On Thursday, July 10, 2003, at 1:36 AM, Biot Olivier wrote:
From: Guy Harris
A scheme wherein the scanner did as little work as possible, and the
interpretation of tokens was done by, for example, code
associated with
a given FT_ type, might be more easily extensible.
But then you loose the flexibility of doing e.g., byte pattern
searches in a
FT_STRING.
What do you mean by "byte pattern searches"? Are you talking about
exact matches, or "contains", or regular-expression matches or
something such as that?
If you mean exact matches, then if you mean that
xxxp.name == 77:72:6f:6e:67:0d:72:69:67:68:74
would be interpreted as comparing "xxxp.name" with the text string
"77:72:6f:6e:67:0d:72:69:67:68:74" rather than as comparing it with the
string "wrong\rright", then
1) That raises the question of whether that might, in fact, be the
*right* interpretation - should
xxxp.name == 77:72:6f:6e:67:0d:72:69:67:68:74
be interpreted as comparing with "wrong\rright" but
xxxp.name == 77:72:6f:6e:67:0d:72:69:67:68:7x
be interpreted as comparing with "77:72:6f:6e:67:0d:72:69:67:68:7x",
merely because the first right-hand side is a valid byte string and the
second right-hand side isn't?
2) That *is* the current interpretation - if you specify, in a
comparison with an FT_STRING, something that could be interpreted as a
colon-separated list of hex byte values, it's interpreted as a string,
not a colon-separated list of hex byte values, at least according to a
test I just did.
3) If we *want* to interpret it as such a colon-separated list, the
code associated with FT_STRING could do so.

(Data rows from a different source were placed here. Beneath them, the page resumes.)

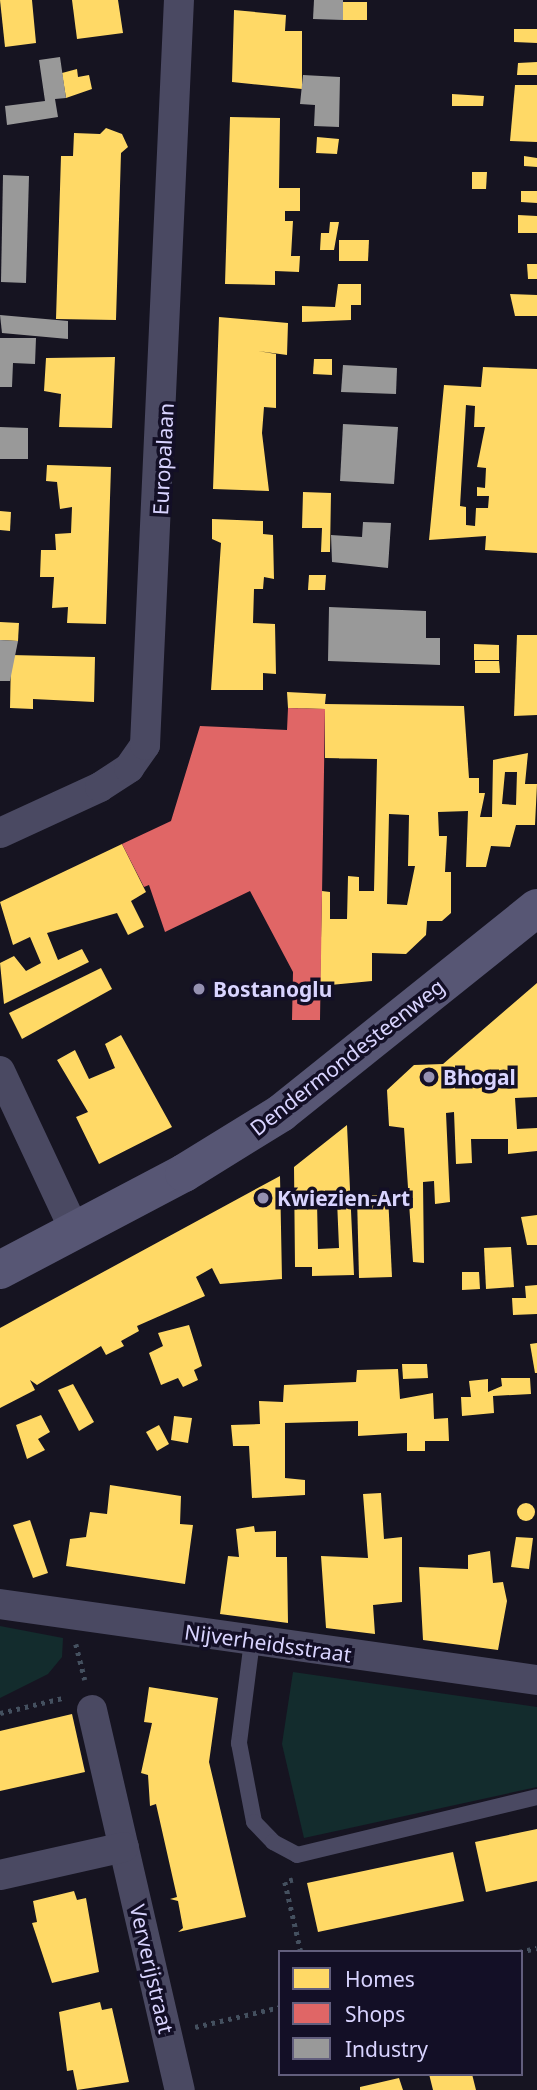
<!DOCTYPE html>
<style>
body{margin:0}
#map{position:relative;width:537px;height:2090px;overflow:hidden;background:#161421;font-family:"Noto Sans",sans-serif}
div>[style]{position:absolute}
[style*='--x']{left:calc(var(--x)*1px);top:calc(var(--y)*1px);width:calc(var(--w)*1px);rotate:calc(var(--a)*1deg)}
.green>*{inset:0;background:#132c2d}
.homes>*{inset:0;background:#ffd966}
.round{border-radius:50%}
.shops>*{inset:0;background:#e06666}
.industry>*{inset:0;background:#999}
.path>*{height:4.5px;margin-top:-2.25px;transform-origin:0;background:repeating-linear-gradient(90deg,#44505f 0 3.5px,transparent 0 8.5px)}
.lane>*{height:16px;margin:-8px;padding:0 8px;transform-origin:8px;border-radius:8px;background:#4a4962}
.street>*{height:30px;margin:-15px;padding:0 15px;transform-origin:15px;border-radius:15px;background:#4a4962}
.secondary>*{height:38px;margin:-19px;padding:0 19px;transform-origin:19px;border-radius:19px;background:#575674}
.dots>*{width:19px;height:19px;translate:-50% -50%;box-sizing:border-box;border:4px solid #130f26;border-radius:50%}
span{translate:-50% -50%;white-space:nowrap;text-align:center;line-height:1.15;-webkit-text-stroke:7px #130f26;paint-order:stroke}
.street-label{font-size:21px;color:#d9d4ff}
.poi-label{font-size:21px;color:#d9d4ff;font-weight:700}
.left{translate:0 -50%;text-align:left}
.legend{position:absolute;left:278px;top:1950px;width:245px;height:126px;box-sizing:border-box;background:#130f26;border:2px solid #625e7d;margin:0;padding:9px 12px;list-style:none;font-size:21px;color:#d9d4ff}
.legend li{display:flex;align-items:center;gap:14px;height:35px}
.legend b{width:35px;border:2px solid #625e7d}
</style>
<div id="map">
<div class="green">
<div style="clip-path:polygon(0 1626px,63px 1638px,62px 1657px,48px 1674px,0 1698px)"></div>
<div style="clip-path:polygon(293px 1672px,537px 1707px,537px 1787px,304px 1838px,282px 1744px)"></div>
</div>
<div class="homes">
<div style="clip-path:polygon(0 0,32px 0,36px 43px,5px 47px)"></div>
<div style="clip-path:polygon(72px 0,118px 0,123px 33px,77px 39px)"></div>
<div style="clip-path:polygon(343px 2px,367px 2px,367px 20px,343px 20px)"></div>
<div style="clip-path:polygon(234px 10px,286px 15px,285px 31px,302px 31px,302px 89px,232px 82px)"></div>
<div style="clip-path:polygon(514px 29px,537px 29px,537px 43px,514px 42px)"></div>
<div style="clip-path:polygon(537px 62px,537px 75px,517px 75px,518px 63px)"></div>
<div style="clip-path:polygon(77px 69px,78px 77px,89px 75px,92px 89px,66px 98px,62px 73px)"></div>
<div style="clip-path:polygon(515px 85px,537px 85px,537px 142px,510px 141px)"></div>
<div style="clip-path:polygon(452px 94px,484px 96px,483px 106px,452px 106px)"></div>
<div style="clip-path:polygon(230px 117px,280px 118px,279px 188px,300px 188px,300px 211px,285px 211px,285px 221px,293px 221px,291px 256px,300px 256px,299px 272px,275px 271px,275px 285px,225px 284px)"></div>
<div style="clip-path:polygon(106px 128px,122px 134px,128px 147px,121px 153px,116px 320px,56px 319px,61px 156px,73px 156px,74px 133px,100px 134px)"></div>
<div style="clip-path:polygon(317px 137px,339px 139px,337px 154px,316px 153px)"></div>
<div style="clip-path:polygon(524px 156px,537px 158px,537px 167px,524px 166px)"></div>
<div style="clip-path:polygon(472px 172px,487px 172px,486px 189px,472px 189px)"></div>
<div style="clip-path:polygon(521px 191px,537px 191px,537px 203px,521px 202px)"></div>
<div style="clip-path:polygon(518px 215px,537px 216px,537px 233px,518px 233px)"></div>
<div style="clip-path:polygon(330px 222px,339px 222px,334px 250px,320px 250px,321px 233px,329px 233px)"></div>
<div style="clip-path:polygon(339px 240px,369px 240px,368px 261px,339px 261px)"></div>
<div style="clip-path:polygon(527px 264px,537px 264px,537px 279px,528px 279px)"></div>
<div style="clip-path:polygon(338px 284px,361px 284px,361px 305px,351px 305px,351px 320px,302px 322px,302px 306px,335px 307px)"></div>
<div style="clip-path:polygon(510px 294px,537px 295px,537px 316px,515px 316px)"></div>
<div style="clip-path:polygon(219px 317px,288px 323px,287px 355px,258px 351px,276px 354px,276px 408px,264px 407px,262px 433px,269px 491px,213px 489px)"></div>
<div style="clip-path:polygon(115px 357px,112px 428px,59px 427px,61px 394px,44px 391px,46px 358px)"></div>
<div style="clip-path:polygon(314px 359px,332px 359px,332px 375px,313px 374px)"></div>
<div style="clip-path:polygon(evenodd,483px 367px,537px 369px,537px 553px,485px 550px,486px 536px,429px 540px,444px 385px,481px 387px,483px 367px,466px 405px,475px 406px,474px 427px,485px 427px,477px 467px,486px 468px,485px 488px,477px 487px,477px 496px,489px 496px,488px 508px,476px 508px,475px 526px,466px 525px,466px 507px,460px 506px,466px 405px)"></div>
<div style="clip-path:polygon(47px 465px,111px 467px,106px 624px,67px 623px,68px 607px,52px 608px,54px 577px,40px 577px,41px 550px,56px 550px,55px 534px,71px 533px,72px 507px,60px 509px,57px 482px,46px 481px)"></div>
<div style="clip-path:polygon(303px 492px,331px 493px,330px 552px,321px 552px,322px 528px,302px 528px)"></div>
<div style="clip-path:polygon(0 511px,11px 512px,10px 531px,0 530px)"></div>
<div style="clip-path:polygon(212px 519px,263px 521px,263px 534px,273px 535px,274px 579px,264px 577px,263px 589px,254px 589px,253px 623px,275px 624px,276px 674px,263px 673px,263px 690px,211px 690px,221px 543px,212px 539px)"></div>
<div style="clip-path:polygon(309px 575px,326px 575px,325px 590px,308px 590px)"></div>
<div style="clip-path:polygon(0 622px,19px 623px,18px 641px,0 640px)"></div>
<div style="clip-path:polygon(517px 635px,537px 635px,537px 715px,514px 716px)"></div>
<div style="clip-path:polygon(474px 644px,499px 645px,499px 660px,474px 660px)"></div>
<div style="clip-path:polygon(11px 655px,95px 657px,94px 702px,33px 699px,33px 709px,10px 708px)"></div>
<div style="clip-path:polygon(475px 661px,499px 661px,500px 673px,475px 673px)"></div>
<div style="clip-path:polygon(evenodd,287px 692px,326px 694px,325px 704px,464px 706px,469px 778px,479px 778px,479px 793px,485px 793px,480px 817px,492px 817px,493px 760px,528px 753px,525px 784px,537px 784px,535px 825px,516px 825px,510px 847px,491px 846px,486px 867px,466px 867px,468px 811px,438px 812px,439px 836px,447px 836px,445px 872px,451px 872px,451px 913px,442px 921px,427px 921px,426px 935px,406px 954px,372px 953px,372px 981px,320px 986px,322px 891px,330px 892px,330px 919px,347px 919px,348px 876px,359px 877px,359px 891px,374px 891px,377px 759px,325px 758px,325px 709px,288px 708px,287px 692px,505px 772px,517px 772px,516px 805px,502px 804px,505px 772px,287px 692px,389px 814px,409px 815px,408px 866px,415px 866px,407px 905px,387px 904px,389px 814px)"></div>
<div style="clip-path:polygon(122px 844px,146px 892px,131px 901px,144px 927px,128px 935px,117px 913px,47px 933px,58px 960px,82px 949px,89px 962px,4px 1004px,0 963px,14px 956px,26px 971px,41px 963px,30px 937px,13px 945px,0 902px)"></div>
<div style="clip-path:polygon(101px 968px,112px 989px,22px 1039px,9px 1013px)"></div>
<div style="clip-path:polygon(537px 983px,537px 1097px,515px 1098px,517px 1129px,537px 1128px,537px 1151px,508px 1154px,508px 1139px,471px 1139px,472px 1163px,456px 1164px,454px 1112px,446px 1113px,450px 1202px,435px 1204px,434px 1181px,423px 1182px,424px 1263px,413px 1262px,404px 1128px,389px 1126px,387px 1090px,414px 1065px,443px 1064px)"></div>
<div style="clip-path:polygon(121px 1035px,172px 1127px,99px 1164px,76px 1117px,88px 1112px,57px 1060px,75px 1050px,89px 1079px,115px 1068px,105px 1044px)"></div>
<div style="clip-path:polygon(evenodd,347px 1125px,354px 1275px,312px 1276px,312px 1267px,295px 1267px,294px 1167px,347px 1125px,337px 1200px,339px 1248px,318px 1249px,317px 1202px,337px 1200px)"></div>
<div style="clip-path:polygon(280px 1176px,282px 1279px,220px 1284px,212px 1268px,196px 1277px,205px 1296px,137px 1326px,139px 1331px,121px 1341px,124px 1346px,106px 1355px,101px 1346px,37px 1385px,30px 1380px,35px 1390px,0 1408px,0 1328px)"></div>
<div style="clip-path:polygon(388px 1195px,392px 1277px,359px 1278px,357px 1196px)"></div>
<div style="clip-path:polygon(537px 1215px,537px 1245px,527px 1245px,521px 1217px)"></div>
<div style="clip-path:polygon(511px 1247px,514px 1287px,486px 1289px,484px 1248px)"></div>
<div style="clip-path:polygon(462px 1272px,479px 1272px,480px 1289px,462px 1290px)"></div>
<div style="clip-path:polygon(537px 1285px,537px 1314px,513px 1315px,512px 1298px,526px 1298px,525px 1286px)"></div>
<div style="clip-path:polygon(189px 1325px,202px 1366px,194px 1370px,198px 1380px,183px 1387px,178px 1378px,161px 1385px,149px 1353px,163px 1346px,158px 1333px)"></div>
<div style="clip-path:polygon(537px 1343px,537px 1373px,535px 1373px,530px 1344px)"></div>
<div style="clip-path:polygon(402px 1364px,427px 1364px,428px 1378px,403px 1379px)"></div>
<div style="clip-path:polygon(398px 1369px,400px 1399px,433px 1393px,434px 1419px,448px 1418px,449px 1441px,425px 1441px,425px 1451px,407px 1451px,407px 1433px,358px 1436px,358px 1421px,285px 1423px,285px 1478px,305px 1480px,305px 1495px,252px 1498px,249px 1446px,233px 1446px,231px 1425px,260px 1424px,259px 1401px,283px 1402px,284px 1385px,356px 1382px,357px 1370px)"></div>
<div style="clip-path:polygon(501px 1378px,530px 1378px,531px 1394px,493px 1396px,494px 1413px,462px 1416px,461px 1397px,471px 1397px,469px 1381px,488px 1379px,488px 1392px,502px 1386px)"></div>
<div style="clip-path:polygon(73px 1384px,94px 1422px,79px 1431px,58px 1390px)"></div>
<div style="clip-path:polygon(41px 1415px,50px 1432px,38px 1439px,45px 1450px,27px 1459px,16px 1425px)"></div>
<div style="clip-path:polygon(174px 1416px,192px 1418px,188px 1443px,171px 1440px)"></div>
<div style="clip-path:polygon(159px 1425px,169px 1444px,157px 1451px,146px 1432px)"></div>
<div style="clip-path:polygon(110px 1485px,181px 1496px,180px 1524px,193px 1525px,185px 1584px,66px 1566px,70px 1539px,86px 1537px,90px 1512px,107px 1514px)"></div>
<div style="clip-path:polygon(381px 1493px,384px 1539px,402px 1537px,402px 1602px,373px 1605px,375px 1634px,326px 1628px,321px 1556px,368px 1558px,363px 1494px)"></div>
<div class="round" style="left:517px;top:1503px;width:18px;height:18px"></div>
<div style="clip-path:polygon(30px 1520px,48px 1573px,33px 1578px,13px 1525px)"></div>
<div style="clip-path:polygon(254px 1526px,255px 1532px,276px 1531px,276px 1557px,287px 1557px,288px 1623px,220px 1614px,228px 1556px,239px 1557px,236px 1529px)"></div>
<div style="clip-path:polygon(516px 1537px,533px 1538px,529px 1569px,511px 1567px)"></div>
<div style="clip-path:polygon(490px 1551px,493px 1583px,503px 1582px,507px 1601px,498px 1650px,423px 1640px,419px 1567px,468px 1569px,468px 1555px)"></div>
<div style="clip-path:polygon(149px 1687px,218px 1698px,209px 1762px,246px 1917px,178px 1932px,183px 1928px,178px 1901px,170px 1899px,177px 1897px,156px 1804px,150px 1806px,148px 1775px,141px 1773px,152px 1723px,144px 1722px)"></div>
<div style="clip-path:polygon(72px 1714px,85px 1772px,0 1791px,0 1731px)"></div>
<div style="clip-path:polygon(537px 1829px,537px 1881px,486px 1892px,475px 1842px)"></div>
<div style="clip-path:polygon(453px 1852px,464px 1901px,318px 1932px,307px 1883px)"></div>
<div style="clip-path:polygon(74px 1891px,77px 1900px,86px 1898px,99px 1972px,52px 1983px,32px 1923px,37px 1922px,33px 1901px)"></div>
<div style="clip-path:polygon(100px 2002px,102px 2010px,112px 2008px,129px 2082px,77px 2090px,73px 2070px,67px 2071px,59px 2012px)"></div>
<div style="clip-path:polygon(429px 2074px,472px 2074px,476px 2090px,433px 2090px)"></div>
<div style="clip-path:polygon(399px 2078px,403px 2090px,360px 2090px,360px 2087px)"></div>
</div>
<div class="shops">
<div style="clip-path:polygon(288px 708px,325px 709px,320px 1020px,292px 1020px,293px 972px,250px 891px,165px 932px,149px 885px,144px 887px,122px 844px,171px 821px,200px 726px,287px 730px)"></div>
</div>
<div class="industry">
<div style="clip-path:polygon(314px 0,343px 0,343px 20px,313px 19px)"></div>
<div style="clip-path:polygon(60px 57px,66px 98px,55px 99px,58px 117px,7px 125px,5px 106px,45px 101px,39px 60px)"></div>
<div style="clip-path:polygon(303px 75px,340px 77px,339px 127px,314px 126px,315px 105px,300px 104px)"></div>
<div style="clip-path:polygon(3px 175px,29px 176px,26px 283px,1px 282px)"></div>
<div style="clip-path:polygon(0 315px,68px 321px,68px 339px,2px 333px)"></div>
<div style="clip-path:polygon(0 338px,36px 338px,35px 364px,13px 363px,12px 387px,0 387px)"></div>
<div style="clip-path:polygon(343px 365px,397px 368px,396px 394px,341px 392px)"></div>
<div style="clip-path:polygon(343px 424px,398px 427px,394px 484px,340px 481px)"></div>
<div style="clip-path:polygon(0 427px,28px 428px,28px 459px,0 459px)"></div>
<div style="clip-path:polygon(363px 522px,391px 523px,388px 568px,332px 562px,331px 535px,362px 537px)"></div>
<div style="clip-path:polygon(329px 607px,426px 611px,426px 638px,440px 638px,440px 665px,328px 661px)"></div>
<div style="clip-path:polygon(0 640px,18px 641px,10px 681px,0 681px)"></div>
</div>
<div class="path">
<div style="--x:76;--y:1644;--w:37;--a:76"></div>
<div style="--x:0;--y:1713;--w:65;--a:-13.4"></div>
<div style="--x:293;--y:1880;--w:8;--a:166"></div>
<div style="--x:285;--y:1882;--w:72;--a:77.1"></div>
<div style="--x:519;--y:1952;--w:18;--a:-13"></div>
<div style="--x:195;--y:2027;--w:87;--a:-13.2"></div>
</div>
<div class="lane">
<div style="--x:252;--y:1641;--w:103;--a:97.3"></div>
<div style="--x:239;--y:1743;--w:80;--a:79.2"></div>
<div style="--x:254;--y:1822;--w:28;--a:46"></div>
<div style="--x:273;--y:1842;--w:27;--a:28"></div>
<div style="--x:297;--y:1855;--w:247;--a:-13.6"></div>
</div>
<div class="street">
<div style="--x:0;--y:833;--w:110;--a:-24.7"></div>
<div style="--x:100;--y:787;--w:35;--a:-33"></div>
<div style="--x:129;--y:768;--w:28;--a:-55"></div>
<div style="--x:145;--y:745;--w:746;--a:-87.39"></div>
<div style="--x:0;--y:1071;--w:179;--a:64.9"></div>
<div style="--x:0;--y:1604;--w:542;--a:8.06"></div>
<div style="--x:92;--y:1710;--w:390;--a:77"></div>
<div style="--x:0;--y:1875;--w:127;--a:-12.7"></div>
</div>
<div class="secondary">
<div style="--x:0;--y:1270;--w:208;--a:-27.8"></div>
<div style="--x:184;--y:1173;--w:114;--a:-31.7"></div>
<div style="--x:281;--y:1113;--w:328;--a:-38.7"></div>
</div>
<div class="dots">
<div style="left:199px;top:989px;background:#9591b1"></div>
<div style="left:429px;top:1077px;background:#9591b1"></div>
<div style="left:263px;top:1198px;background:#9591b1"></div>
</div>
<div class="street-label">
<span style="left:163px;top:459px;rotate:-87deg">Europalaan</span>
<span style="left:347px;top:1057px;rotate:-38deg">Dendermondesteenweg</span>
<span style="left:268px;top:1643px;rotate:8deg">Nijverheidsstraat</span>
<span style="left:152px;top:1969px;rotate:77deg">Ververijstraat</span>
</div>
<div class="poi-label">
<span class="left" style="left:213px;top:989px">Bostanoglu</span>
<span class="left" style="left:443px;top:1077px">Bhogal</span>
<span class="left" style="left:277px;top:1198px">Kwiezien-Art</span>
</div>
<ul class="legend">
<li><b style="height:19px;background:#ffd966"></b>Homes</li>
<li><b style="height:19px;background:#e06666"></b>Shops</li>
<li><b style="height:19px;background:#999"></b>Industry</li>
</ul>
</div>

Why not use implicit typing of a search pattern if possible, and
require
explicit typing otherwise? Something enclosed with <"> or <'> means
string
lookup, require byte patters also to start with a colon, etc?
That'd be a change from the current behavior, again, in that, at
present, a leading colon makes no difference. If it *did* make such a
difference, then you now have
xxxp.name == 77:72:6f:6e:67:0d:72:69:67:68:74
comparing with "77:72:6f:6e:67:0d:72:69:67:68:74" and
xxxp.name == :77:72:6f:6e:67:0d:72:69:67:68:74
comparing with "wrong\rright"; it bothers me that one small character -
a character that isn't necessary when comparing an FT_BYTES field -
makes a significant difference.
If we want to *add* the ability to use byte strings when comparing with
FT_STRING values, I'd vote for having anything that looks like a byte
string being interpreted as such by the FT_STRING value parser (without
requiring a leading colon) unless it's enclosed in quotes, so if you
want to comapre with "77:72:6f:6e:67:0d:72:69:67:68:74" you'd have to
do
xxxp.name == "77:72:6f:6e:67:0d:72:69:67:68:74"